# Directions:
Working from the data below, write out exactly the lines from its first through the line that contains "function strokePath(path, color, width, dash)", both ends included and pictures omitted.

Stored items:
:::

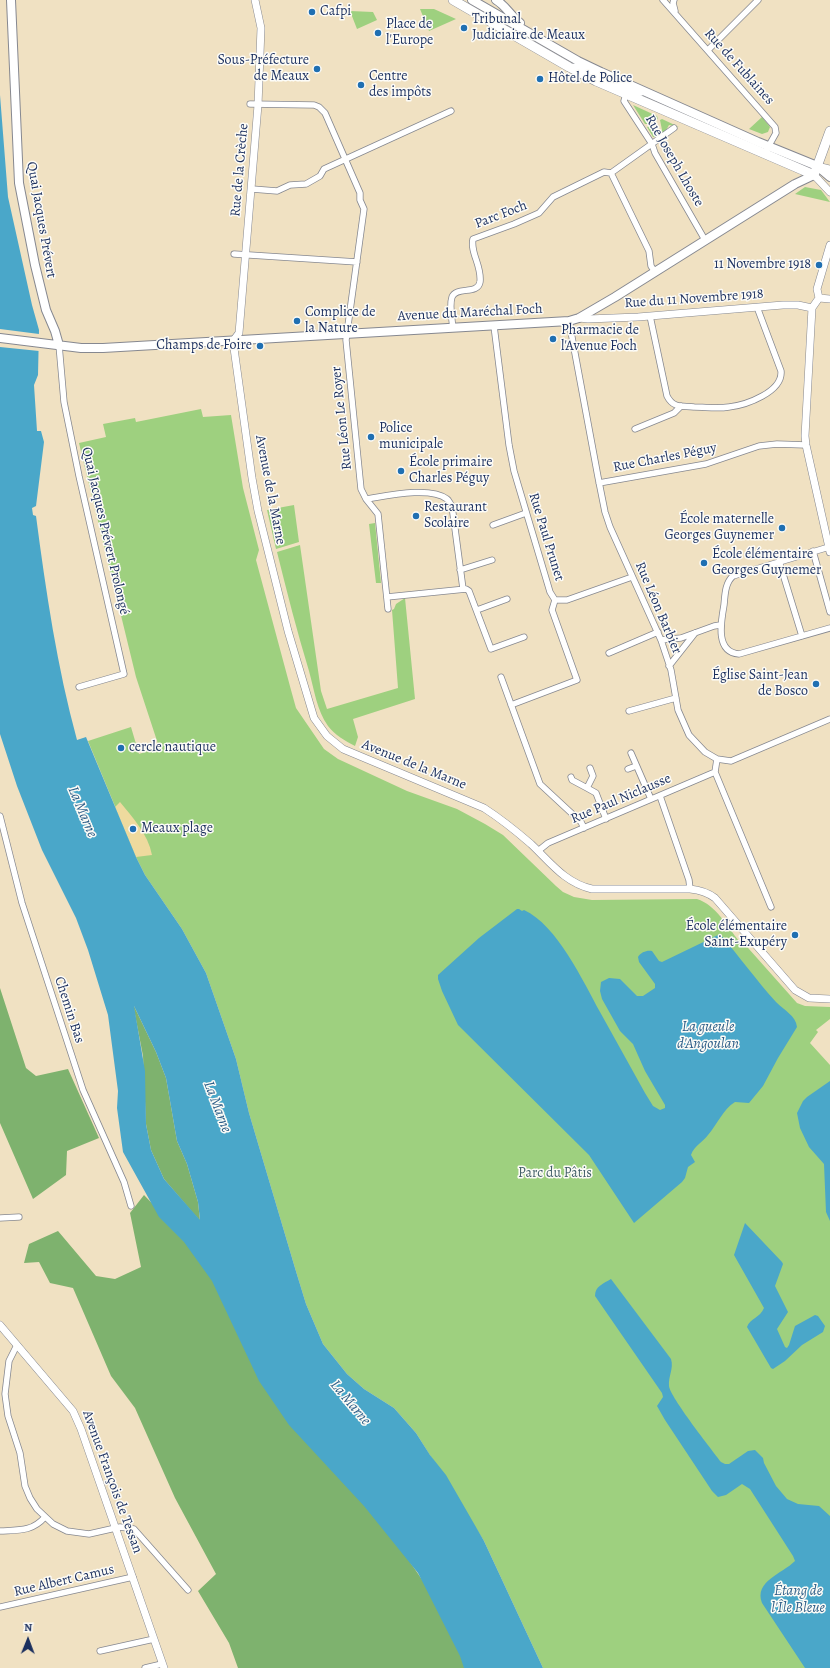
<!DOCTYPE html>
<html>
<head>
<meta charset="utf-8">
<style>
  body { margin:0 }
  #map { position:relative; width:830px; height:1668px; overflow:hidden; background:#f0e1c2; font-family:Alegreya,serif }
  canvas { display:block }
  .north { position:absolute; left:8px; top:1620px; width:40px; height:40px; -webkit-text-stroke:3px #fdfcf7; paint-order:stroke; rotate:1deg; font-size:11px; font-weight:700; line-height:16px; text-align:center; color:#1b2f5e }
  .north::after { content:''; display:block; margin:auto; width:14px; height:18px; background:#1b2f5e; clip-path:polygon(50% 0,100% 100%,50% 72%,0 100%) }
</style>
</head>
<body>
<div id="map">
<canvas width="830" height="1668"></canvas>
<div class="north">N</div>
</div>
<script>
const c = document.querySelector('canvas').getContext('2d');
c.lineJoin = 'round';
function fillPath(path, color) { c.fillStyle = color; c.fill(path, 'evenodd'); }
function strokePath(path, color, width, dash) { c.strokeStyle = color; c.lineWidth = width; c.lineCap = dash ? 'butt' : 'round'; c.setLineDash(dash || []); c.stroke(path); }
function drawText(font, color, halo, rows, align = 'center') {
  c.font = font + ' Alegreya,serif'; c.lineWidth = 3; c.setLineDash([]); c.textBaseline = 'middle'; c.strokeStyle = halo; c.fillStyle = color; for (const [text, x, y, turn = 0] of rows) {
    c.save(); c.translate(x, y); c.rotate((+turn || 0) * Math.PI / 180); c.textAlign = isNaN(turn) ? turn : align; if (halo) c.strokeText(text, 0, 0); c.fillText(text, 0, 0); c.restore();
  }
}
fillPath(new Path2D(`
  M420 9H434L456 19 429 31Z
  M350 11 373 12 377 20 357 29Z
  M633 105 657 116 658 119 648 124H645Z
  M762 117 770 127 768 132 762 134 749 129Z
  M662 119 679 127 669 125C666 131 661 137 653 137L647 127 650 126 655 133 662 130 660 120Z
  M805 187 821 190 830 202 795 194Z
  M201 409 203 417 231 415 243 488 259 550 256 560 291 690 296 708 324 749 338 759 407 791 457 809 485 824 503 835 556 886 563 892 574 897 592 900 697 899C716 905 727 926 739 941L741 940 797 1003 805 1006 830 1007V1019L816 1030 818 1032 810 1043 830 1065V1668H543L484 1541 416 1433 394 1408 364 1389 347 1374 323 1344 306 1304 295 1268 249 1113 236 1059 206 973 182 929 145 875 136 857 88 741 131 727 139 754 159 747 136 677 79 443 106 437 103 424 135 418 136 422Z
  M294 505 299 542 276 549 267 510Z
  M375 523 381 583H376L369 524Z
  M300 545 321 691 327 709 398 688 392 610 394 609 396 604 405 598 415 699 353 719 358 737 355 746C345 741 335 735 328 726 317 711 314 689 309 671 297 632 287 592 277 552Z`), '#9ed07f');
fillPath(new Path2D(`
  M0 988 26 1068 36 1076 68 1069 99 1138 67 1151 66 1175 33 1199 0 1123Z
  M133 1004 156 1052 166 1078 177 1141 187 1164 198 1202 200 1221 164 1179 151 1150 146 1124 143 1056Z
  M144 1195 171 1223 207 1269 397 1543 440 1606 467 1668H238L229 1643 198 1591 216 1574 175 1498 135 1408 111 1376 73 1288 50 1283 39 1262 24 1263 29 1244 58 1231 96 1276 115 1279 141 1267 130 1213Z`), '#7eb26e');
fillPath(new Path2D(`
  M120 802C133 818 148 834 152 855L136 857 115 807Z`), '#eeda9e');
fillPath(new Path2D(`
  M0 95 8 197 32 305 39 330 38 375 34 385 37 431H41L44 442 36 506 32 508 33 515 36 516C46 592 57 667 77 740L86 737 136 857 145 875 182 929 206 973 236 1059 249 1113 295 1268 306 1304 323 1344 347 1374 364 1389 394 1408 416 1433 430 1455 446 1475 484 1541 543 1668H464L460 1656 418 1573 364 1506 289 1425 259 1381 212 1281 184 1242 159 1217 123 1152 117 1108 118 1091 108 1015 88 950 76 918 42 850 17 786 0 734ZM134 1006 156 1052 166 1078 177 1141 187 1164 198 1202 200 1220 164 1179 151 1150 146 1124 145 1071Z
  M517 909H519L522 911 524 910C557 925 583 981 600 1012 615 1039 630 1066 645 1093L653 1106 660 1110 665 1108V1105L645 1071 633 1044 620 1031 602 999 600 991 601 982 609 978 620 979 637 996H643L655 988V984L639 962 638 957C641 952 647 950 652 951L659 961 662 962 720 934C739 956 756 980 776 1002 784 1010 796 1016 797 1027L778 1058 763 1086 749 1103 735 1102C723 1109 717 1125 708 1135 703 1142 694 1146 691 1155L695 1162 688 1167 685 1178 682 1182 634 1223 589 1155 458 1025 442 991 438 979V975L479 938Z
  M830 1081V1221L826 1212 824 1164 809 1147 800 1128 797 1113 803 1101 807 1097Z
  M745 1223 782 1262 783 1264 775 1286 788 1312 777 1329 785 1347 787 1348 789 1345 795 1326 815 1315 818 1316 825 1326 823 1332 802 1345 785 1361 773 1369 771 1368 747 1327C750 1318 760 1318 764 1308L734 1255Z
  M611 1279 671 1359C674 1369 668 1376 669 1386 670 1397 712 1450 721 1462L725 1464H729L748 1451 755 1450 763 1458 764 1463 776 1486 787 1499 798 1504 819 1506 830 1516V1668H805L762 1603C754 1581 782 1574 795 1561L793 1556 750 1489 742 1484 726 1495 718 1497 712 1491 665 1420 657 1406 663 1397 662 1393 595 1296C595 1286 603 1284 611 1279Z`), '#4aa7c9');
fillPath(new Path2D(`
  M0 329 39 334V351L0 347Z`), '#f0e1c2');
const minor = new Path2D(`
  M663 0 775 127 776 133 767 149
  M674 0 673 3 675 11
  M708 50 758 0
  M569 67 578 66 628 90 641 93
  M626 94 624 101 652 144 655 153 705 240
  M250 104 314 105 319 107 325 113 360 193V200L364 209 346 340 361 489 366 499 378 514 388 609
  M611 173 649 251 651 266 655 272
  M611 173 674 128
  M252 189 277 191 290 185 306 184 320 176 324 169 451 111
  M234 254 357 262
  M650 316 667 396C669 400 671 403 676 405 681 407 688 406 694 407 706 407 717 409 729 407 746 405 783 392 781 371L757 307
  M569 321 598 477 605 512 610 527 661 640 671 670 678 710 689 735 705 752 717 759 731 761 830 719
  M494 326 509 445 514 471 550 592 555 600 552 610 577 680 511 705
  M453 328C452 319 449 306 452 297 456 286 478 295 480 282 482 266 470 253 473 239L514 224 539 213 553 197 604 172 611 173
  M59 345 64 402 79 476 124 674 79 687
  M635 429 674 413 681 406
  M599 483 706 464 759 446 777 444 806 445
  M366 499C386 496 430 486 447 499 449 500 450 504 452 506L463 589
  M493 525 526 513
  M829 547 733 576C725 583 725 595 724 605 721 622 715 652 739 654L830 628
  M813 551 830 612
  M779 561 802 636
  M460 570 492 560
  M387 597 466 589 469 591 491 649 524 637
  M555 600H567L632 577
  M477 610 507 599
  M661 640 681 638 714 626 720 625
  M609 653 658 632
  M669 666 695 633
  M501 677 540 784 581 822 584 828
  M629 711 676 698
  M631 753 651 799
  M717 759 715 772 771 907
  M590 768 593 776 587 788 596 793 606 819
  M628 769 636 766
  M571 777 572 780 587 788
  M660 796 689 880 690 889
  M0 816 22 903 83 1090 124 1182 131 1206
  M538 851 548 843 715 772
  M0 1218 19 1217
  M17 1345 9 1361 5 1394 8 1416 20 1453 25 1486 30 1498 37 1509 53 1524 67 1531 89 1534 120 1527 134 1529 188 1590
  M0 1531C18 1530 32 1532 45 1517
  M0 1607 133 1577
  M100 1651 154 1639
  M145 1668 162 1664`);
const tertiary = new Path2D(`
  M255 0 261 28 258 105 239 333 233 341 252 478 258 511 288 631 314 718 327 736 343 749 484 808C501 819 516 831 531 844 550 862 565 883 592 889H690C700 890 707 892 715 898L795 990 809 998 830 999
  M817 166 830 169
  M814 175 830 192
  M830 245 817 289 819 298 812 308 805 436 806 445 830 552
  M819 298 830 299
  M579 318 588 319 638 317 783 305H798L812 308
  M0 1325 73 1411 81 1429 164 1668`);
const secondary = new Path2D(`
  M11 0 19 183 35 265 46 310 55 331 59 345
  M472 0 578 61 601 72 758 142 817 166 830 177
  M496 0C505 5 511 16 520 23
  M0 338 81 348H103L569 321 579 318 615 297 795 184 814 175`);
const primary = new Path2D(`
  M453 0 569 67 596 81 814 175 830 131`);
strokePath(minor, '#868890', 7);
strokePath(tertiary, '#868890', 8);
strokePath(secondary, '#868890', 10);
strokePath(primary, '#868890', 10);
strokePath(minor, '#fff', 5.5);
strokePath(tertiary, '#fff', 7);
strokePath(secondary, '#fff', 8);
strokePath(primary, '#fff', 9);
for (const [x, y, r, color] of [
  [312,12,4,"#1f6fb2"],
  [464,28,4,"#1f6fb2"],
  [378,33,4,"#1f6fb2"],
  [317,69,4,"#1f6fb2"],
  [540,79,4,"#1f6fb2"],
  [361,85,4,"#1f6fb2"],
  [819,265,4,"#1f6fb2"],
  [297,321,4,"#1f6fb2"],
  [553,339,4,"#1f6fb2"],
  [260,346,4,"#1f6fb2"],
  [371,437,4,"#1f6fb2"],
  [401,471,4,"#1f6fb2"],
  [416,516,4,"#1f6fb2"],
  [782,528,4,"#1f6fb2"],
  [704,563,4,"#1f6fb2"],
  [816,684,4,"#1f6fb2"],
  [121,748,4,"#1f6fb2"],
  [133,829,4,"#1f6fb2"],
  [795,935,4,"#1f6fb2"]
]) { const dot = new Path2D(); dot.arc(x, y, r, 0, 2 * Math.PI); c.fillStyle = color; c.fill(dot); strokePath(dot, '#fdfcf7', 1.5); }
drawText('14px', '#1b2f5e', '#fdfcf7', [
  ["Cafpi",320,12],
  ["Tribunal",472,20],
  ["Judiciaire de Meaux",472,36],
  ["Place de",386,25],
  ["l'Europe",386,41],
  ["Sous-Préfecture",309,61,"right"],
  ["de Meaux",309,77,"right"],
  ["Centre",369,77],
  ["des impôts",369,93],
  ["Hôtel de Police",548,79],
  ["11 Novembre 1918",811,265,"right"],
  ["Complice de",305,313],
  ["la Nature",305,329],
  ["Pharmacie de",561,331],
  ["l'Avenue Foch",561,347],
  ["Champs de Foire",252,346,"right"],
  ["Police",379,429],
  ["municipale",379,445],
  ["École primaire",409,463],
  ["Charles Péguy",409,479],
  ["Restaurant",424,508],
  ["Scolaire",424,524],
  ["École maternelle",774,520,"right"],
  ["Georges Guynemer",774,536,"right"],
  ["École élémentaire",712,555],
  ["Georges Guynemer",712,571],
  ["Église Saint-Jean",808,676,"right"],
  ["de Bosco",808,692,"right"],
  ["cercle nautique",129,748],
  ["Meaux plage",141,829],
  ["École élémentaire",787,927,"right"],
  ["Saint-Exupéry",787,943,"right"]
], 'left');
drawText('14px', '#1b2f5e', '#fdfcf7', [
  ["Rue de Fublaines",739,67,48],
  ["Rue Joseph Lhoste",674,161,60],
  ["Rue de la Crèche",240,170,-85],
  ["Parc Foch",501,215,-21],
  ["Quai Jacques Prévert",41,220,80],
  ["Rue du 11 Novembre 1918",694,299,-4],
  ["Avenue du Maréchal Foch",470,313,-3],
  ["Rue Léon Le Royer",342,418,-96],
  ["Rue Charles Péguy",665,458,-11],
  ["Avenue de la Marne",270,490,79],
  ["Quai Jacques Prévert Prolongé",105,531,77],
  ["Rue Paul Prunet",546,537,73],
  ["Rue Léon Barbier",658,608,67],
  ["Avenue de la Marne",414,765,22],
  ["Rue Paul Niclausse",621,799,-23],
  ["Chemin Bas",69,1010,72],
  ["Avenue François de Tessan",112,1482,70],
  ["Rue Albert Camus",64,1581,-13]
]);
drawText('14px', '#425f68', '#fdfcf7', [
  ["Parc du Pâtis",555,1174]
]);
drawText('italic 15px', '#2e5f89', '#fdfcf7', [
  ["La Marne",82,812,67],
  ["La gueule",708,1027],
  ["d'Angoulan",708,1044],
  ["La Marne",217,1107,69],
  ["La Marne",350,1403,50],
  ["Étang de",798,1591],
  ["l'Île Bleue",798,1608]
]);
</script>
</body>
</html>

:::

# Task answer:
<!DOCTYPE html>
<html>
<head>
<meta charset="utf-8">
<style>
  body { margin:0 }
  #map { position:relative; width:830px; height:1668px; overflow:hidden; background:#f0e1c2; font-family:Alegreya,serif }
  canvas { display:block }
  .north { position:absolute; left:8px; top:1620px; width:40px; height:40px; -webkit-text-stroke:3px #fdfcf7; paint-order:stroke; rotate:1deg; font-size:11px; font-weight:700; line-height:16px; text-align:center; color:#1b2f5e }
  .north::after { content:''; display:block; margin:auto; width:14px; height:18px; background:#1b2f5e; clip-path:polygon(50% 0,100% 100%,50% 72%,0 100%) }
</style>
</head>
<body>
<div id="map">
<canvas width="830" height="1668"></canvas>
<div class="north">N</div>
</div>
<script>
const c = document.querySelector('canvas').getContext('2d');
c.lineJoin = 'round';
function fillPath(path, color) { c.fillStyle = color; c.fill(path, 'evenodd'); }
function strokePath(path, color, width, dash) { c.strokeStyle = color; c.lineWidth = width; c.lineCap = dash ? 'butt' : 'round'; c.setLineDash(dash || []); c.stroke(path); }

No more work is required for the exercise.